Unlike many of the offensives of the First World War, the human cost of the maneuvers carried out by Allenby was relatively low, prefiguring by the speed of action the Blitzkrieg of the Second World War. Upon being made Viscount, Allenby took the name of this battle, becoming the first Viscount Allenby of Megiddo.

Location

The Turks have three armies:the XIIIth, the VIIth and the IVth, commanded by the German general Liman von Sanders. Its 44,000 soldiers hold a long front line running from the hinterland, slightly north of Jaffa, on the Mediterranean coast, to the Jordan Valley. They were, however, demoralized by disease and desertion, and short of supplies, mainly because Arab forces, under British liaison officer T.E Lawrence, cut the Hejaz railway line through which the supplies. Allenby has 69,000 troops.

Offensive

Allenby launches a diversionary attack against Turkish forces in the Jordan Valley, but he actually plans to strike on the coast. Concentrations of soldiers and supply depots were thus camouflaged in this sector and camps were built. Allenby plans to send his forces to the coast (some 35,000 men and 350 artillery pieces) against the Turkish defenders (8,000 men and 130 artillery pieces), then turn them eastwards, thus cutting off the north of the line of retreat of the VII and XIII Turkish Armies.

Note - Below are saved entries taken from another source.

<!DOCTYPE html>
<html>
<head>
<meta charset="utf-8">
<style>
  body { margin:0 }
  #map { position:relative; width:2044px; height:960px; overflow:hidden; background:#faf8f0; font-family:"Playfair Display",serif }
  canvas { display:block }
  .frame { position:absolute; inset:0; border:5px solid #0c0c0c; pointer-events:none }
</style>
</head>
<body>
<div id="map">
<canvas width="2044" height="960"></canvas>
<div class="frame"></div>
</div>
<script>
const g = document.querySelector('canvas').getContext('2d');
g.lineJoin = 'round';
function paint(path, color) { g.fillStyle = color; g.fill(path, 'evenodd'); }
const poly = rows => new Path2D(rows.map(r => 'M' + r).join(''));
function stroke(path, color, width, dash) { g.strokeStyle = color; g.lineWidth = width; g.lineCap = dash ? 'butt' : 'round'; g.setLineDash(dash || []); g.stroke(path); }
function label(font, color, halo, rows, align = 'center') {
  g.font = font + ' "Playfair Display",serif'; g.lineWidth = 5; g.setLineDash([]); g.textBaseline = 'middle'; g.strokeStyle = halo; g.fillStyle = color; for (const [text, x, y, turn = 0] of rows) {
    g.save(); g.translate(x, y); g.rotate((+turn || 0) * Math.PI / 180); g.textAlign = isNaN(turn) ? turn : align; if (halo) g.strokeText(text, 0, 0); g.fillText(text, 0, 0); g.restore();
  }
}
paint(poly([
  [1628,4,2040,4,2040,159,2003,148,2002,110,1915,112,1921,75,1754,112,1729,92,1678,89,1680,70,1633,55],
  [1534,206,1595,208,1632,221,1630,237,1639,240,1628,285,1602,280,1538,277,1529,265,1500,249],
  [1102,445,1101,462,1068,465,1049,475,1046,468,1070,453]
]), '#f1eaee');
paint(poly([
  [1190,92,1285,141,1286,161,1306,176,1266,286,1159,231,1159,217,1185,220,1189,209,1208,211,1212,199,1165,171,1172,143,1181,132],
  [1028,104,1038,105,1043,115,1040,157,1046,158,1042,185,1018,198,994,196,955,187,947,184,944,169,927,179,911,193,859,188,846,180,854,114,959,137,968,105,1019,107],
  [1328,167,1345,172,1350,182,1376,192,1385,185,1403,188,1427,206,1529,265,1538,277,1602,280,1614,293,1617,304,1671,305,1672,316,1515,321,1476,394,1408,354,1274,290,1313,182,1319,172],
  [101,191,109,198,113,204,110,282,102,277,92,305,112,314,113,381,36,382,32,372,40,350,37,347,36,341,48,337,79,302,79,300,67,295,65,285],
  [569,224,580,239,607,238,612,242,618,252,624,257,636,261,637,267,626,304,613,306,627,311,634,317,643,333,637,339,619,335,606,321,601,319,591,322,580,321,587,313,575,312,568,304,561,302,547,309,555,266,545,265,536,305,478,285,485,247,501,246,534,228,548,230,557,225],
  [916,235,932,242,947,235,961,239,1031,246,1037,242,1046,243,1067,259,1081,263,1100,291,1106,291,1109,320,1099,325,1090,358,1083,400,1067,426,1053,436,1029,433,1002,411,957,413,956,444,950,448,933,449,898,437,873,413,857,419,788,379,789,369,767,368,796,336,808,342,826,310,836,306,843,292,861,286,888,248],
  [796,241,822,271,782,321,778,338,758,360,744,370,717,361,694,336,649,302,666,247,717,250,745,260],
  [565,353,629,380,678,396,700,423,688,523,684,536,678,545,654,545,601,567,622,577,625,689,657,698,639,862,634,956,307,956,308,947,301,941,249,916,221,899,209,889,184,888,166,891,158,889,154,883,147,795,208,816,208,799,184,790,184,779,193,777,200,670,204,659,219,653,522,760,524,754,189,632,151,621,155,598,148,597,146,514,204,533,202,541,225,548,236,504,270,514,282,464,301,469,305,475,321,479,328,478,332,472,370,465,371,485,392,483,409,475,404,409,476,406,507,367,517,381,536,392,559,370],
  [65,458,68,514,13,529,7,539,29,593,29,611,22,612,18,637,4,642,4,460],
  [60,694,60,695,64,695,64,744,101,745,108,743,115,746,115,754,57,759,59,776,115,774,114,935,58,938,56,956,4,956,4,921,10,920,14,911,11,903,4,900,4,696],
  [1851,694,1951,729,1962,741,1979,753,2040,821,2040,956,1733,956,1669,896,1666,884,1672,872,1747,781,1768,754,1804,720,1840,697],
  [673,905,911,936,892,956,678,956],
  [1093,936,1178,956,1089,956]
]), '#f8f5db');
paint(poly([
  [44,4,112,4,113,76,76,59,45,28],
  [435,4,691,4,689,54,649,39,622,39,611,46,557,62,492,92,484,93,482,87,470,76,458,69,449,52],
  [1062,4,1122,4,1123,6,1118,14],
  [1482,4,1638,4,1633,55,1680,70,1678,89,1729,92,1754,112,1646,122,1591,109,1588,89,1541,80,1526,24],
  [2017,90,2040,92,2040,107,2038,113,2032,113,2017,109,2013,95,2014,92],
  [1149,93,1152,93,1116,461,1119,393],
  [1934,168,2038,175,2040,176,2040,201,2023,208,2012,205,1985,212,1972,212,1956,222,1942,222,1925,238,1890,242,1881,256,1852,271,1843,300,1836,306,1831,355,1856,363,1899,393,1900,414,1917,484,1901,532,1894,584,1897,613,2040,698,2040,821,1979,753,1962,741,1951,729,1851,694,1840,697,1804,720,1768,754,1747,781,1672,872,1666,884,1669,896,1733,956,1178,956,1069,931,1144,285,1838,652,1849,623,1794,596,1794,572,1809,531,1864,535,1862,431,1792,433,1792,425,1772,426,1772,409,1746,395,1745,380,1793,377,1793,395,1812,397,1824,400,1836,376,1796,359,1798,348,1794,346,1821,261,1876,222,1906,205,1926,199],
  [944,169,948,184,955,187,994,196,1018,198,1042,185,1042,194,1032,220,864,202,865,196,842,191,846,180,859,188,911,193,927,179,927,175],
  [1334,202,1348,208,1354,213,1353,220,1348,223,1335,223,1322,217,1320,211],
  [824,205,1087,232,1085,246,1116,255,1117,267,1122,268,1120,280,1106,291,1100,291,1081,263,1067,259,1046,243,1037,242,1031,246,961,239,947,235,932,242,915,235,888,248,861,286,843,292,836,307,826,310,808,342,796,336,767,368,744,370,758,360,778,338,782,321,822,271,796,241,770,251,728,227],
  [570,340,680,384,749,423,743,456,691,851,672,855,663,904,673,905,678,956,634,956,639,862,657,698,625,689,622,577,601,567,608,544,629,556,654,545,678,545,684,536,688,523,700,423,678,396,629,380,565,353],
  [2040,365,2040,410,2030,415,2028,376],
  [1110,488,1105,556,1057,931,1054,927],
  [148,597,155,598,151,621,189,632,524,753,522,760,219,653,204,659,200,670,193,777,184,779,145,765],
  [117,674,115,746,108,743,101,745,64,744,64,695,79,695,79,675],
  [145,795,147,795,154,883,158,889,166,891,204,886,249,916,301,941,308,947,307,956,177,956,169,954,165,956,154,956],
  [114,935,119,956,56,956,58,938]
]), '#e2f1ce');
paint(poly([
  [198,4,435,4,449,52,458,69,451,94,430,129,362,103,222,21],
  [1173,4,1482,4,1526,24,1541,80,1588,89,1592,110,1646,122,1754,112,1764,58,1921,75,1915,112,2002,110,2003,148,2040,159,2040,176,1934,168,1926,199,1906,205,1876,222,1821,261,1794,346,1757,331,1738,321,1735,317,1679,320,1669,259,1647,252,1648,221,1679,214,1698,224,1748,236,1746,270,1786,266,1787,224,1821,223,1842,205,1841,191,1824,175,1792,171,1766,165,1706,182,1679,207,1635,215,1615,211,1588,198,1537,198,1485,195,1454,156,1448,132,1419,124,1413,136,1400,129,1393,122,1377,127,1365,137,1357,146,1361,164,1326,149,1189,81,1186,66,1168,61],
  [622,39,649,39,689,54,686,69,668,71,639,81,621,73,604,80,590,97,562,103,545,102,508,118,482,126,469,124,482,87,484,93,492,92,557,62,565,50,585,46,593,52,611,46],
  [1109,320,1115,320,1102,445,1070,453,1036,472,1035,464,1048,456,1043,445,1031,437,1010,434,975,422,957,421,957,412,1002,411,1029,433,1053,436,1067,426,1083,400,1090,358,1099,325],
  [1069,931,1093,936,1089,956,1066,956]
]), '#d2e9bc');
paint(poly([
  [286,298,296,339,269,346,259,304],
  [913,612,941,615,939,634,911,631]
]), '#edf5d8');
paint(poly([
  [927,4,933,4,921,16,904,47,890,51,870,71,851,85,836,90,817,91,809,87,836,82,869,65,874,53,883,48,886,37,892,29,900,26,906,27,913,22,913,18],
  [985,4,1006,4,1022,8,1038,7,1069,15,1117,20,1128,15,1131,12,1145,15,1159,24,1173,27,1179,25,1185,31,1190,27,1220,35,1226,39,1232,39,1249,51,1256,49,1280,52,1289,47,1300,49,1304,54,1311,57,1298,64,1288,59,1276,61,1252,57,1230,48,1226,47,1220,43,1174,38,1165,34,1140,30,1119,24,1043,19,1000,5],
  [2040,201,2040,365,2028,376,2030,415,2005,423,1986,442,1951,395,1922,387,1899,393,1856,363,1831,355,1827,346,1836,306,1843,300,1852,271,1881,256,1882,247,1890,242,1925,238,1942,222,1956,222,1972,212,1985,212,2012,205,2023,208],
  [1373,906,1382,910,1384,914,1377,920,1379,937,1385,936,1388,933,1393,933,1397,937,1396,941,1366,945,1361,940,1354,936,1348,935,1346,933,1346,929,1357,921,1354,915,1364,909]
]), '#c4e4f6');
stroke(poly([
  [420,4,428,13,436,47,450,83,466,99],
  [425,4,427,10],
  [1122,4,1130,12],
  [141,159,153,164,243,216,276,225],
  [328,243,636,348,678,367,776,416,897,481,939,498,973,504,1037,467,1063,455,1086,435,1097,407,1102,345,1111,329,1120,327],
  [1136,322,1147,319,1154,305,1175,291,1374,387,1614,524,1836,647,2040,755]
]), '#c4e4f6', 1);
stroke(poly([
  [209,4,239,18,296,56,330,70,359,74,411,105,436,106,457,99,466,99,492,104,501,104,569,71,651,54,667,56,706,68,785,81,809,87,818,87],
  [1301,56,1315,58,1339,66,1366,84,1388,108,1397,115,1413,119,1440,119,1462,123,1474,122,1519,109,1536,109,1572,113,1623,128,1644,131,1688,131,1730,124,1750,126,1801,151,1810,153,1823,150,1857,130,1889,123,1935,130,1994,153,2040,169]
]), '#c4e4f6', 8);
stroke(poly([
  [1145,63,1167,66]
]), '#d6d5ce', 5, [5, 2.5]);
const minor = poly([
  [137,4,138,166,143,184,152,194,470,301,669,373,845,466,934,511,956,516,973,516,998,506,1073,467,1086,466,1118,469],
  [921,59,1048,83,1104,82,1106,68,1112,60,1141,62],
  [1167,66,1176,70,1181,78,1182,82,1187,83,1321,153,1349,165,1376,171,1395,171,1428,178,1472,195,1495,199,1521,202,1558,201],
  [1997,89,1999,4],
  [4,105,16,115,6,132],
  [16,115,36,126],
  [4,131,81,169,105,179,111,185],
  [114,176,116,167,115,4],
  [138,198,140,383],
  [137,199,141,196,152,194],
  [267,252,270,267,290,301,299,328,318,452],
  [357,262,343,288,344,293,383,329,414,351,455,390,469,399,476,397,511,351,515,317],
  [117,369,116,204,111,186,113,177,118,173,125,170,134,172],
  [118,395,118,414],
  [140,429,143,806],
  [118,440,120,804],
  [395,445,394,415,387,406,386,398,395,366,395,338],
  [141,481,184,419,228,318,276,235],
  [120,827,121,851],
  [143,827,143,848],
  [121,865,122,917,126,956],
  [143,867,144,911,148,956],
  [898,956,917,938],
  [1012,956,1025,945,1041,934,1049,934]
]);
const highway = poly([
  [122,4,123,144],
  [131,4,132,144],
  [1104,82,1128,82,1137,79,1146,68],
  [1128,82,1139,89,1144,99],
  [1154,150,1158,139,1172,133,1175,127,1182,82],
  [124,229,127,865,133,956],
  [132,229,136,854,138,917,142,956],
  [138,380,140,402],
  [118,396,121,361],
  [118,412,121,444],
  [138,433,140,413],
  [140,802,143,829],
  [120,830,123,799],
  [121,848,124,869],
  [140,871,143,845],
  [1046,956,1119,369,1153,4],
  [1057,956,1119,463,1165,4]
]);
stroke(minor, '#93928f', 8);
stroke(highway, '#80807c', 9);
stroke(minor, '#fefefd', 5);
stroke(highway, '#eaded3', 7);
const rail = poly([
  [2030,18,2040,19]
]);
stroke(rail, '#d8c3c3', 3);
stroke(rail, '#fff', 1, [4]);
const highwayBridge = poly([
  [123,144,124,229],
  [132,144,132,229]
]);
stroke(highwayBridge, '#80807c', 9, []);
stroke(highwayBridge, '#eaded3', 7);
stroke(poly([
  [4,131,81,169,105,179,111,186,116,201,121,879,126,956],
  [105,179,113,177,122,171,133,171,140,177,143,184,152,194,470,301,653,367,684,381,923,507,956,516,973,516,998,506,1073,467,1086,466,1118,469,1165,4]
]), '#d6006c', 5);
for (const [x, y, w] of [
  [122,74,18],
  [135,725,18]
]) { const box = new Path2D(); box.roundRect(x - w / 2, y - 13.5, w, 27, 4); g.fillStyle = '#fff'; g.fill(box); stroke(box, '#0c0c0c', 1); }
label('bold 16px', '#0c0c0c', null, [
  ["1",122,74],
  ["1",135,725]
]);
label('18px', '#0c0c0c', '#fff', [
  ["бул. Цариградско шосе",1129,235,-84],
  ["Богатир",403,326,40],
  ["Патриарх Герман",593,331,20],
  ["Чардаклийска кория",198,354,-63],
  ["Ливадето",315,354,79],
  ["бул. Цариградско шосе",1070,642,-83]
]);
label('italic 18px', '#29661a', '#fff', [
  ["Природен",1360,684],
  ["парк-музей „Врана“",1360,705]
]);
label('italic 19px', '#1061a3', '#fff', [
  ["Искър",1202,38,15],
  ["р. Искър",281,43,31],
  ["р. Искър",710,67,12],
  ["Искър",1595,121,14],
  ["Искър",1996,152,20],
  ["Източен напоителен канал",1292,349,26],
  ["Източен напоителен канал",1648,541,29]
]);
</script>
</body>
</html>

The British offensive begins at 4:30 a.m. Allenby's artillery opens fire on a front of about 100 km. The barrage is followed by an attack along the Mediterranean coast, which quickly breaks through the overstretched Turkish line. This gap is exploited by the mounted troops of the desert, who advance north towards Megiddo and then turn east over the Jordan. British planes bombing Turkish railways and headquarters thus destroying their lines of communication. Troops arriving from the desert advanced 110 km in three days before consolidating their positions.

Djerad Pasha's Turkish Eighth Army was virtually annihilated in the enveloping attack, and Mustafa Kemal's VII Army attempted to retreat to the east. Both armies are harassed by British aircraft. The retreat turns into a rout and 25,000 Turkish soldiers are taken prisoner. The Fourth Turkish Army, posted in the Jordan Valley, begins a retreat north towards Damascus, but General Allenby's victory is indisputable, and no Turkish force worthy of the name can stop its advance towards Damascus.

Operation

Taking advantage of their recent and brilliant victory, the British enter Damascus on September 30 and take nearly 20,000 prisoners there. Beirut fell the following day and Aleppo, 300 km to the north, on October 26. The British troops are led by the 3rd Australian Light Mounted Troops, preceded by Arab guerrilla troops. The latter, in response to Turkish atrocities committed against rebellious Arab villages, took few or no prisoners:on September 27 and 28, nearly 15,000 Turks (and some Germans and Austrians) were massacred to the last.